TWI496167B - A conductive plate having a plurity of conductive films - Google Patents

Description

Conductive plate with multiple conductive films

The present invention relates to a conductive plate, and more particularly to a conductive plate having a plurality of conductive films.

Carbon nanotube (CNT) is a hollow tube composed of carbon atoms and having a diameter of nanometer. With the change of the length, diameter and spiral mode of the carbon nanotubes, the carbon nanotubes can be presented. Metallic or semiconducting properties are expected to play an important role in many different technical fields due to their excellent properties.

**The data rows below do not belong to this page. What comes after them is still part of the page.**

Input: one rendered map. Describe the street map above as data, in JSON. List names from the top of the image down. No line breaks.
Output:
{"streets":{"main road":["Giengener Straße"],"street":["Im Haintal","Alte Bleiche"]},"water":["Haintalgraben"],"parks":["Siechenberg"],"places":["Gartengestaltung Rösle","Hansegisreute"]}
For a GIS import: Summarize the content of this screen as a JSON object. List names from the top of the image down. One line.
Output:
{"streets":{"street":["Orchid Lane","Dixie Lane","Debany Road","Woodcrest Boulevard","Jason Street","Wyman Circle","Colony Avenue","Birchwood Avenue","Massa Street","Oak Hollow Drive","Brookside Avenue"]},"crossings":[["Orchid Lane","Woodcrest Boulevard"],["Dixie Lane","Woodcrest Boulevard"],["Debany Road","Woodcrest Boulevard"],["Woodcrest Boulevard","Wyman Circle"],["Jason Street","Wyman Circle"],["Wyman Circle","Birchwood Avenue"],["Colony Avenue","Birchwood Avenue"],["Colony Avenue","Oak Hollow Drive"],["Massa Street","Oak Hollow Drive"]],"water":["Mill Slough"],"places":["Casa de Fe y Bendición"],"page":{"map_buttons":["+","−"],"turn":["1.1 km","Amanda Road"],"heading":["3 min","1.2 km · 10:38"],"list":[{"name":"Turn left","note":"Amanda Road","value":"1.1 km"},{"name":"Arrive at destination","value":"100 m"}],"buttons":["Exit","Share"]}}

Since CNTs are electrically conductive, attempts have been made to fabricate conductive films from CNTs. In the conductive film produced by CNT, the production conditions are relatively easy to produce a transparent conductive film such as indium tin oxide (ITO), and the production cost is lower than that of other transparent conductive films. Because of the optical grade penetration requirement of the transparent conductive film, the transparent conductive film made of CNT needs to reduce the density of the CNT itself to achieve higher penetration.

The current method is to use a CNT cluster grown on a wafer (or other substrate) to mechanically force the CNT clusters on the wafer (or other substrate) to be suspended into a transparent conductive film. Finally, the CNT transparent conductive film is carefully attached to the sized substrate at a slight speed to fix the CNT transparent conductive film on the substrate to form a conductive plate having a conductive function.

With the development of liquid crystal displays and the like, the demand for large-area conductive plates is becoming more and more important, but the CNTs are stretched from wafers (or other substrates). The conductive film is limited by the size of the wafer (or other substrate) so that the width is limited, and a large-area conductive plate cannot be fabricated.

The present invention provides a conductive plate having a plurality of conductive films to solve the conventional problems.

Other objects and advantages of the present invention will become apparent from the technical features disclosed herein.

In order to achieve the above object, a preferred embodiment of the present invention discloses a conductive plate having a plurality of conductive films. The conductive plate with the plurality of conductive films comprises a substrate, a plurality of conductive films and a colloid. Each of the conductive films has a plurality of nano cells, and the colloid is used to carry the conductive film on the substrate.

The plurality of conductive films may be disposed side by side on the substrate, may be stacked on the substrate, or may be partially overlapped on the substrate.

A conductive plate with a plurality of conductive films according to the present invention places a plurality of conductive films on a substrate by side by side or stacking, etc., thereby forming a large-area conductive plate, and reducing impedance to increase maximum Transmit current value.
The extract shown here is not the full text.